## Provided entries

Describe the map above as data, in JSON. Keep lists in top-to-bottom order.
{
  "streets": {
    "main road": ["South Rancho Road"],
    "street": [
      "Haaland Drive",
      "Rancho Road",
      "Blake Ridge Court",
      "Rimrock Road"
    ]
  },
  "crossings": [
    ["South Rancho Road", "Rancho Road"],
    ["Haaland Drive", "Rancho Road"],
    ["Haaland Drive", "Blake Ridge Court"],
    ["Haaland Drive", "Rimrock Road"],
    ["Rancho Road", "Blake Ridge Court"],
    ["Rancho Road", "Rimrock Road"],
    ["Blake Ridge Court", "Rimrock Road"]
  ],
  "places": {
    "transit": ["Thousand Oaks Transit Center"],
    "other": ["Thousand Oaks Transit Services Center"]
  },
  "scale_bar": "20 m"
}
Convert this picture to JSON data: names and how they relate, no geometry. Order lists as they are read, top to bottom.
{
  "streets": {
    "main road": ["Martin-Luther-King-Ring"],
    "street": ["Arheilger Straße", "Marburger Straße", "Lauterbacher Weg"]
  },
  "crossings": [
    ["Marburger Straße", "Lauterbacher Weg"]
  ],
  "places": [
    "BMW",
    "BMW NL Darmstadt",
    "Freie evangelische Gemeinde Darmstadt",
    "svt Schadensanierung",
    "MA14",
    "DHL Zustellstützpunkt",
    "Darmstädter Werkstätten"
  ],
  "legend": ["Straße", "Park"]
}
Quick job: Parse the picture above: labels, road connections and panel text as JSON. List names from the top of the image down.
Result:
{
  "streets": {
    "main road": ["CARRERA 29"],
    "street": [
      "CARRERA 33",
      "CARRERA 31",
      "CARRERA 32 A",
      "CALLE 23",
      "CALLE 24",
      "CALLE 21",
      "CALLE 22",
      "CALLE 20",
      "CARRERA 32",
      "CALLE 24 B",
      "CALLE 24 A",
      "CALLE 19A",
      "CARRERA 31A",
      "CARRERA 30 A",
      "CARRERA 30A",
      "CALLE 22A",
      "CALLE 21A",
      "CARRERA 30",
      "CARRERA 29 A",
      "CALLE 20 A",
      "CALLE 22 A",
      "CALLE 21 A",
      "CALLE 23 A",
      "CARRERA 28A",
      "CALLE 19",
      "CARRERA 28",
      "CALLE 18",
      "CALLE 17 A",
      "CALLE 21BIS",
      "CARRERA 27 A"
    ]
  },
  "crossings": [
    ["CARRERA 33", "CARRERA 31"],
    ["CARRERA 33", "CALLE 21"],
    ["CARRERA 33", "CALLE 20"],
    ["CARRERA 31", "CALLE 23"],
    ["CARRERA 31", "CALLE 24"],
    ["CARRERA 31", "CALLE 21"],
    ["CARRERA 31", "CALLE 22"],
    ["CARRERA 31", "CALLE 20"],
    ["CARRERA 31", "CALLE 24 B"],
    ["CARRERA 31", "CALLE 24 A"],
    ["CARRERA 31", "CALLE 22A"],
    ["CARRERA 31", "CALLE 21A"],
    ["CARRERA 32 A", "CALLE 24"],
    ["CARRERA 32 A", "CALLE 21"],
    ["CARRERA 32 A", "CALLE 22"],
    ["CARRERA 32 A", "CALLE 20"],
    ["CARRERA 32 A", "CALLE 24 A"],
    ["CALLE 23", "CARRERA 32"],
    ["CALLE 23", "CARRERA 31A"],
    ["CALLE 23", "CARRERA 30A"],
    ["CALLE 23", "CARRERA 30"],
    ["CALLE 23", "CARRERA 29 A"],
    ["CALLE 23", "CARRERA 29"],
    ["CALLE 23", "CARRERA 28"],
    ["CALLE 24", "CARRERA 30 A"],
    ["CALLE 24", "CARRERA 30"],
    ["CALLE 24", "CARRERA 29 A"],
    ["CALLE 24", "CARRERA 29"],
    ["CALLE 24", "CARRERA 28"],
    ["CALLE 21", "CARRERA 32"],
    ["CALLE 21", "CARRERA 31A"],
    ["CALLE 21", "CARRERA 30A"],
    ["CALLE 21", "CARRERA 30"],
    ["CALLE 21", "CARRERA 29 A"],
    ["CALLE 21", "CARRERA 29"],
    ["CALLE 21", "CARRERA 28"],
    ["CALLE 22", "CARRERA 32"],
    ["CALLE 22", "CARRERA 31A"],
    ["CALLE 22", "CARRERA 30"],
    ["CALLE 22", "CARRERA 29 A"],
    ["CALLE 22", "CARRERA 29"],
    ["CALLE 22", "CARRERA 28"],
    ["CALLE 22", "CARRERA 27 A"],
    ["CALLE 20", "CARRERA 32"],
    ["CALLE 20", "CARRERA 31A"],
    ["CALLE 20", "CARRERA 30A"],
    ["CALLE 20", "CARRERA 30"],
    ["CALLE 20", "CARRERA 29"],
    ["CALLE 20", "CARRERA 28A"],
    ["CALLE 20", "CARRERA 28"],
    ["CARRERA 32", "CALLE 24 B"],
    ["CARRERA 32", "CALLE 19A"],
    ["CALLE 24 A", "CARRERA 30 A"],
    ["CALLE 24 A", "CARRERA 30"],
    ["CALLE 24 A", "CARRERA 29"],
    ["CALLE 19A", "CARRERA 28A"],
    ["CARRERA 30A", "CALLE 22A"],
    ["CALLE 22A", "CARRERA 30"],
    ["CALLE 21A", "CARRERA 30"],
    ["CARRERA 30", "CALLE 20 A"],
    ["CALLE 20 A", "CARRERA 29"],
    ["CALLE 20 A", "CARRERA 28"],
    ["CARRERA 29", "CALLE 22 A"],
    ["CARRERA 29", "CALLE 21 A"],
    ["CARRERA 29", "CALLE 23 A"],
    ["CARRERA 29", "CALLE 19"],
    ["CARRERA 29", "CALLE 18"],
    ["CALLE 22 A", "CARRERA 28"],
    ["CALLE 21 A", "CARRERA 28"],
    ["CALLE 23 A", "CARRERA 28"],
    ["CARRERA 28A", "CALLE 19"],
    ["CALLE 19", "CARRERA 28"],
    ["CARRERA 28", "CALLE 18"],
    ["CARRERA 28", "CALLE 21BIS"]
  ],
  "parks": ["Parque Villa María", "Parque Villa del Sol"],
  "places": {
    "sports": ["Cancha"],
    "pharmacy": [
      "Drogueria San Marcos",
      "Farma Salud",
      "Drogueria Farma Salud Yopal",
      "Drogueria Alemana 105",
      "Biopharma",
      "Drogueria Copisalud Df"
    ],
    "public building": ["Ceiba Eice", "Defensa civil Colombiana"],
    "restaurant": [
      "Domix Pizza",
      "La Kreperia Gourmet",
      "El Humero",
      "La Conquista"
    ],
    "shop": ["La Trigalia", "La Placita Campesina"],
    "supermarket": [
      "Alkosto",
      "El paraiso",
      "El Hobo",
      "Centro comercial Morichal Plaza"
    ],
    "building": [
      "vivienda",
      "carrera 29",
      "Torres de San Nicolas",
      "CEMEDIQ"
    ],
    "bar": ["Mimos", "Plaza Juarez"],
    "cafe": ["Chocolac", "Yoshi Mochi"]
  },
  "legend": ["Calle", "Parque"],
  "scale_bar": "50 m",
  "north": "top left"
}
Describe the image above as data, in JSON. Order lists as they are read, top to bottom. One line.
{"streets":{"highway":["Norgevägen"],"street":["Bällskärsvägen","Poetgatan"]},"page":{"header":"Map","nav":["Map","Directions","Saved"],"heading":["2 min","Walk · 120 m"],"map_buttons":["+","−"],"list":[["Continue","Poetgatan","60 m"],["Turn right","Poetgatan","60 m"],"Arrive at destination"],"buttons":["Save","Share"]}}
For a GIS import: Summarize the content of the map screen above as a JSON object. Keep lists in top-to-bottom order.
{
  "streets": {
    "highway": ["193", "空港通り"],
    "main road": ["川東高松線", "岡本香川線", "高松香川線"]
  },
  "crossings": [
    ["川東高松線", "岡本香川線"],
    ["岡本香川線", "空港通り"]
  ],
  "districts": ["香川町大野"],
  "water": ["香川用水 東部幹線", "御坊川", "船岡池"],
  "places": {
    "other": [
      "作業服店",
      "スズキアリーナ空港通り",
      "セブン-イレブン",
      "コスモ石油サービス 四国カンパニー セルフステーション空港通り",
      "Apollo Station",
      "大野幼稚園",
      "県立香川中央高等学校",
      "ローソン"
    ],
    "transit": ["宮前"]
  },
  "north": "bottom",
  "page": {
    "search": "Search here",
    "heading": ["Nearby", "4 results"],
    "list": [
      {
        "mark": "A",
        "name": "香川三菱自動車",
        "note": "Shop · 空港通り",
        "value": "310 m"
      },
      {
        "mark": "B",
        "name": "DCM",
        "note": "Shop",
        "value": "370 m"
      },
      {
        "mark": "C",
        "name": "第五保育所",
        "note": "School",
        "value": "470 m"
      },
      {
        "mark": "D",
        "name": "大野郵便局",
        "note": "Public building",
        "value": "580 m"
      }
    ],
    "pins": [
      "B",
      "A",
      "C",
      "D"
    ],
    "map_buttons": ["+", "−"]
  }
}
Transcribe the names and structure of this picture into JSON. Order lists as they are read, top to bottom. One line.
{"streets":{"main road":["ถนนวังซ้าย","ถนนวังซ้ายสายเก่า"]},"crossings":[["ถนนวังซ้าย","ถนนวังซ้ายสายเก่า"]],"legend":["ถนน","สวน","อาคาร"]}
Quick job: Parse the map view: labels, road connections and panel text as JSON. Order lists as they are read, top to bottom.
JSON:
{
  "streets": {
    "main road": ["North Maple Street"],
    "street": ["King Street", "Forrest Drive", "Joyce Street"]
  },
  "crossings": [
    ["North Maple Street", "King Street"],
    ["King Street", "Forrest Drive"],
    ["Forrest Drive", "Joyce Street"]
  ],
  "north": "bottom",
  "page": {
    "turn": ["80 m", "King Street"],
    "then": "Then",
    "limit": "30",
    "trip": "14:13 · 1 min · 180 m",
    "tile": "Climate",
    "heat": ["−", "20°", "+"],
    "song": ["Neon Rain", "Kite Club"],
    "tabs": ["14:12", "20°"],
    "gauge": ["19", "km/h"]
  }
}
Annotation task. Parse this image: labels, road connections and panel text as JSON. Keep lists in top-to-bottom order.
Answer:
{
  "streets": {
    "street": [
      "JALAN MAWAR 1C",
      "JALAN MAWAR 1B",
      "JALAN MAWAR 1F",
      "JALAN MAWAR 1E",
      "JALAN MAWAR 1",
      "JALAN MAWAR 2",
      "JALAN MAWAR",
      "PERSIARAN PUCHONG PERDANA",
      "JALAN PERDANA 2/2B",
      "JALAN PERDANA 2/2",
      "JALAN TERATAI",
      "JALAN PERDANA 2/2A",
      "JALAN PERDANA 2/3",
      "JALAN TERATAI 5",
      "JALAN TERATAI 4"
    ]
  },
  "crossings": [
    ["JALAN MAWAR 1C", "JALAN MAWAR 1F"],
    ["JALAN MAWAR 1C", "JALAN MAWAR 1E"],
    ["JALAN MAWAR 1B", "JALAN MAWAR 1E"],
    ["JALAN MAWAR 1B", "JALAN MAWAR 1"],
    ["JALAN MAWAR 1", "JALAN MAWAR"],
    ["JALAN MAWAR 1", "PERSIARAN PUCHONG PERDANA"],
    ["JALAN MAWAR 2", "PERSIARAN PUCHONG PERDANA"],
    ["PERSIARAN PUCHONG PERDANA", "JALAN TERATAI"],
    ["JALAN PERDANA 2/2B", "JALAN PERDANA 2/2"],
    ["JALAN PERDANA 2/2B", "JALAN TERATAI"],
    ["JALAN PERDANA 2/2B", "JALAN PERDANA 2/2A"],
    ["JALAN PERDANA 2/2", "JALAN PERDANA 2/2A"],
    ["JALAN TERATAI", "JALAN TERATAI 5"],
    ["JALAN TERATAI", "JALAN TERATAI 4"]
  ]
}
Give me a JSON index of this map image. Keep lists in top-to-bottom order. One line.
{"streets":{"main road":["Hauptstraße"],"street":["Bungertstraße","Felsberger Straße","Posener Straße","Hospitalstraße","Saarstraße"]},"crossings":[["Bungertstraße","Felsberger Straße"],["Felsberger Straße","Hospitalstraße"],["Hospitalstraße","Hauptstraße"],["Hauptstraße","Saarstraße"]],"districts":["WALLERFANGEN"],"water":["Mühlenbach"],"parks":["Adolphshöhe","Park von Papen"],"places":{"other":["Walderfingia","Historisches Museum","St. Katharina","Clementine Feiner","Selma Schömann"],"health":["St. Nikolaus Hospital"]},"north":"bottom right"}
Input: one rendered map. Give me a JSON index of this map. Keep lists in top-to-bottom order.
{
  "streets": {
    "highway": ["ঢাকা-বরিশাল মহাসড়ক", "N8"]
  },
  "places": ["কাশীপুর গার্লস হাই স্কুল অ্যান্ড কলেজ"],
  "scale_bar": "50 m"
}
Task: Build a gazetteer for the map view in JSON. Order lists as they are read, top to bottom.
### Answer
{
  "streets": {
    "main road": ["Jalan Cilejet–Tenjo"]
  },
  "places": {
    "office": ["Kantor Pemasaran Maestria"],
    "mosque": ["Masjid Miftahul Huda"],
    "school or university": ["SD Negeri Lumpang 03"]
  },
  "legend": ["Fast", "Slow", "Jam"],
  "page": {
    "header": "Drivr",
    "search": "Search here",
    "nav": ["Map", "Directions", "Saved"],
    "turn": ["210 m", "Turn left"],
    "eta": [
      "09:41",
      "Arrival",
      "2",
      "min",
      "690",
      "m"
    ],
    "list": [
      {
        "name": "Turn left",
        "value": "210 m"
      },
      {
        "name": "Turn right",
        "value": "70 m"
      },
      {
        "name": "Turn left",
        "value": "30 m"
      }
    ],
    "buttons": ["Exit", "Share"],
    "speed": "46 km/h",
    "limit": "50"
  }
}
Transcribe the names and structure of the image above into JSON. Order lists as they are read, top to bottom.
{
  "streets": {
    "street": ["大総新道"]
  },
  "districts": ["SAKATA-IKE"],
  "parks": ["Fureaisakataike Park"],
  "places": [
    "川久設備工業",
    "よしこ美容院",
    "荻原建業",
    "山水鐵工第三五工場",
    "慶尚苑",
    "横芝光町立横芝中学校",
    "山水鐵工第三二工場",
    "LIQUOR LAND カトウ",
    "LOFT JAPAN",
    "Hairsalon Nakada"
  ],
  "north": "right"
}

## Task goal
What lines above contain the word "data"? Please copy each one.

## Output below
Describe the map above as data, in JSON. Keep lists in top-to-bottom order.
Convert this picture to JSON data: names and how they relate, no geometry. Order lists as they are read, top to bottom.
Describe the image above as data, in JSON. Order lists as they are read, top to bottom. One line.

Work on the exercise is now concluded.